As we can see above, the topology now contains two disconnected sub-topologies. The first sub-topology's sink node `counts-store-repartition-sink` will write to a repartition topic `counts-store-repartition`, which will be read by the second sub-topology's source node `counts-store-repartition-source`. The repartition topic is used to "shuffle" the source stream by its aggregation key, which in this case is the value string. In addition, inside the first sub-topology a stateless `counts-store-repartition-filter` node is injected between the grouping `KSTREAM-KEY-SELECT-0000000002` node and the sink node to filter out any intermediate records whose aggregate keys are empty.

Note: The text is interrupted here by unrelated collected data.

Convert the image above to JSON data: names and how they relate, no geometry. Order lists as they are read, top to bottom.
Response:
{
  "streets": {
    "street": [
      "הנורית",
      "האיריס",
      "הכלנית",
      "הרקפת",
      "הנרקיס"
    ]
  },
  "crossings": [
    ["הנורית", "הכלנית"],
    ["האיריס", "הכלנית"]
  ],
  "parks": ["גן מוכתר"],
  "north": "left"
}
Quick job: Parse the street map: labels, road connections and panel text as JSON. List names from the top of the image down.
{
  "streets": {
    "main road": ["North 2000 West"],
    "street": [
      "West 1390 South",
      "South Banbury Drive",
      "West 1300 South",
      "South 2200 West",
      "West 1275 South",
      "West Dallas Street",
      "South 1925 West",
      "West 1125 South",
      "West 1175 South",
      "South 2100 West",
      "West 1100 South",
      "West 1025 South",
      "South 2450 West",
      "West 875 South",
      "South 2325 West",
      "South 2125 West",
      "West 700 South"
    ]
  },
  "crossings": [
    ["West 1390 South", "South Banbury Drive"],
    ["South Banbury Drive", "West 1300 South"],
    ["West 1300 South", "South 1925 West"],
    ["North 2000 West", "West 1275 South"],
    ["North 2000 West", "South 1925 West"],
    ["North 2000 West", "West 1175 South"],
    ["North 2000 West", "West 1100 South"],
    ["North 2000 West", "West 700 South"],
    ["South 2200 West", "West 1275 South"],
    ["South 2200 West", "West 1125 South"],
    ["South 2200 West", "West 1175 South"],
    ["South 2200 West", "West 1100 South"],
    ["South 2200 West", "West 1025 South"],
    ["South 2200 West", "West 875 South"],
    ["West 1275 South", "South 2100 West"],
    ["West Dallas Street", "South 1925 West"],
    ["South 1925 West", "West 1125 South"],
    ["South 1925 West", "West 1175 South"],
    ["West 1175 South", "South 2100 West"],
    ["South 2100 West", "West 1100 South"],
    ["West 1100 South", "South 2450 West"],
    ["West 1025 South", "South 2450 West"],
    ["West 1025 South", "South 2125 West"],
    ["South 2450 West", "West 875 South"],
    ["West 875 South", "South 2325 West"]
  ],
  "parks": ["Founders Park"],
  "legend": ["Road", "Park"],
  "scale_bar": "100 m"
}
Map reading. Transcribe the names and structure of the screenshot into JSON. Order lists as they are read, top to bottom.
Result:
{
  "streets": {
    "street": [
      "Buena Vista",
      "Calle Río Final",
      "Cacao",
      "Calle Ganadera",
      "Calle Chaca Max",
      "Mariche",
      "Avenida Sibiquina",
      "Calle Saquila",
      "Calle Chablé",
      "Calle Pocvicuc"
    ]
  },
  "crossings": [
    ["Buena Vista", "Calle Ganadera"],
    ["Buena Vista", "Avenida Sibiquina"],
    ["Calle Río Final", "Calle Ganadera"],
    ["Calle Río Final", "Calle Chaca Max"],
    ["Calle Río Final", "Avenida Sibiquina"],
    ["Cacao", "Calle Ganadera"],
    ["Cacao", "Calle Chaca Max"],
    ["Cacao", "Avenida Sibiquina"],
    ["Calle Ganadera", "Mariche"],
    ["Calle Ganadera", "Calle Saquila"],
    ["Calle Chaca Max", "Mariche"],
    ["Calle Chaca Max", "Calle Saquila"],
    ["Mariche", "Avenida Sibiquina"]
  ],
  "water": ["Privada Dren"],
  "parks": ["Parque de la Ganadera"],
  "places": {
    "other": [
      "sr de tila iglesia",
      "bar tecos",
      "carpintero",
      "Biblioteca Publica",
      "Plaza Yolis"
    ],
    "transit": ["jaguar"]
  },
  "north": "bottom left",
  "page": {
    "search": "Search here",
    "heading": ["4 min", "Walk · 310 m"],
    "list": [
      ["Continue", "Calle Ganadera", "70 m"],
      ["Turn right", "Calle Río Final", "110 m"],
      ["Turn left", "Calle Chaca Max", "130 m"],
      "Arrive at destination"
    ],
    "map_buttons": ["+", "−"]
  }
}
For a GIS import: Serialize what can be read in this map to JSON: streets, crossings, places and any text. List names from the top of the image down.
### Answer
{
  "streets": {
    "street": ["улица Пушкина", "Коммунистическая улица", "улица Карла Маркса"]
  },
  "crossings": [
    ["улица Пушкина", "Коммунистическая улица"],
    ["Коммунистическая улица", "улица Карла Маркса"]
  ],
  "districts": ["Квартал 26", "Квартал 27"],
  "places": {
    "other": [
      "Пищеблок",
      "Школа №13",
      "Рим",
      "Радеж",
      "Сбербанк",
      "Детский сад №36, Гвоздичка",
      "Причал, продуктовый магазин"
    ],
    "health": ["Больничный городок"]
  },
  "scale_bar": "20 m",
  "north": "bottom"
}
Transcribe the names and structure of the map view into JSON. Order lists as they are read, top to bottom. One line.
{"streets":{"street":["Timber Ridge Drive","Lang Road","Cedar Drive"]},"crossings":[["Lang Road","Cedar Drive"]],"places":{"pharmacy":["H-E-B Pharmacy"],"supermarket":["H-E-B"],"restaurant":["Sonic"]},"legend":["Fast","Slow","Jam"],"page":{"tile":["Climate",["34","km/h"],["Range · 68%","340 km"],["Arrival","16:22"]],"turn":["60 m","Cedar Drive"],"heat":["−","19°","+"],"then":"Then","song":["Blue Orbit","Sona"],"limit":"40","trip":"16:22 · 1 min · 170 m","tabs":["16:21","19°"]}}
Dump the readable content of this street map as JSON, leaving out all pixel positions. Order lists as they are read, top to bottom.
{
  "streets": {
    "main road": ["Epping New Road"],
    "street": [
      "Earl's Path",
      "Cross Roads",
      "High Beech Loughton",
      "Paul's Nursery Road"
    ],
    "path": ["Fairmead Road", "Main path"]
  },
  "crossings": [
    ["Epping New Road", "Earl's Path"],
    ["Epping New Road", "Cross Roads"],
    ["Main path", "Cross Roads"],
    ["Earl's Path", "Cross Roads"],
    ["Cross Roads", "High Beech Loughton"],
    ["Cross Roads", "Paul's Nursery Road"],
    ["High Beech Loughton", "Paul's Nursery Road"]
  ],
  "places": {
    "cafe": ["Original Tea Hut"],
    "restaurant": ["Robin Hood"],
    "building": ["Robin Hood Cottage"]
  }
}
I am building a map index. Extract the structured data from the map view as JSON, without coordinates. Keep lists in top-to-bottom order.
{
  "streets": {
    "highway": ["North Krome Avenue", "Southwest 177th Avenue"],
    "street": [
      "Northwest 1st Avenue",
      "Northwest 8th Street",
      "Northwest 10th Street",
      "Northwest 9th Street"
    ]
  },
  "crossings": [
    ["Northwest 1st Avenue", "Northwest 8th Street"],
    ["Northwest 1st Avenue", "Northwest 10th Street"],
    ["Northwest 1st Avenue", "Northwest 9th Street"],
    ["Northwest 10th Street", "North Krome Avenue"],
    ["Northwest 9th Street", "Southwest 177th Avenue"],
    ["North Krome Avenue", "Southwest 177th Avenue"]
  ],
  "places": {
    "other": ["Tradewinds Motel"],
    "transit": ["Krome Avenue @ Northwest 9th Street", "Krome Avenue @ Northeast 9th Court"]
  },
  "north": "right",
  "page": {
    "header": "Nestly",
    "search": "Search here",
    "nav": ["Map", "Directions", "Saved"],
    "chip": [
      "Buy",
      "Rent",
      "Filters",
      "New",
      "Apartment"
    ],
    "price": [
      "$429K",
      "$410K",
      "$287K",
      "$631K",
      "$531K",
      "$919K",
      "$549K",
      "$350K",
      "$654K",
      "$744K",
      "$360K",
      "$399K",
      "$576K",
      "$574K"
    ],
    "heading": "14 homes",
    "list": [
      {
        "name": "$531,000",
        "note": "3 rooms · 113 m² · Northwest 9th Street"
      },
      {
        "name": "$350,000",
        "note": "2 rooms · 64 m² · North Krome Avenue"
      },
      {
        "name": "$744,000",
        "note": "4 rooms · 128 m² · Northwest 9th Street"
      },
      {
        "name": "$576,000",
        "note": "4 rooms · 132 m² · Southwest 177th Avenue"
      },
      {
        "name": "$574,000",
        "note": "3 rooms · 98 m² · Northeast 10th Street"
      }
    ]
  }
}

In the second sub-topology, the aggregation node `KSTREAM-AGGREGATE-0000000003` is associated with a state store named `counts-store` (we specified the name in the `count` operator). Upon receiving each record from its upcoming stream source node, the aggregation processor will first query its associated `counts-store` store to get the current count for that key, augment it by one, and then write the new count back to the store. Each updated count for the key will also be piped downstream to the `KTABLE-TOSTREAM-0000000007` node, which will interpret this update stream as a record stream before further piping it to the sink node `KSTREAM-SINK-0000000008` for writing back to Kafka.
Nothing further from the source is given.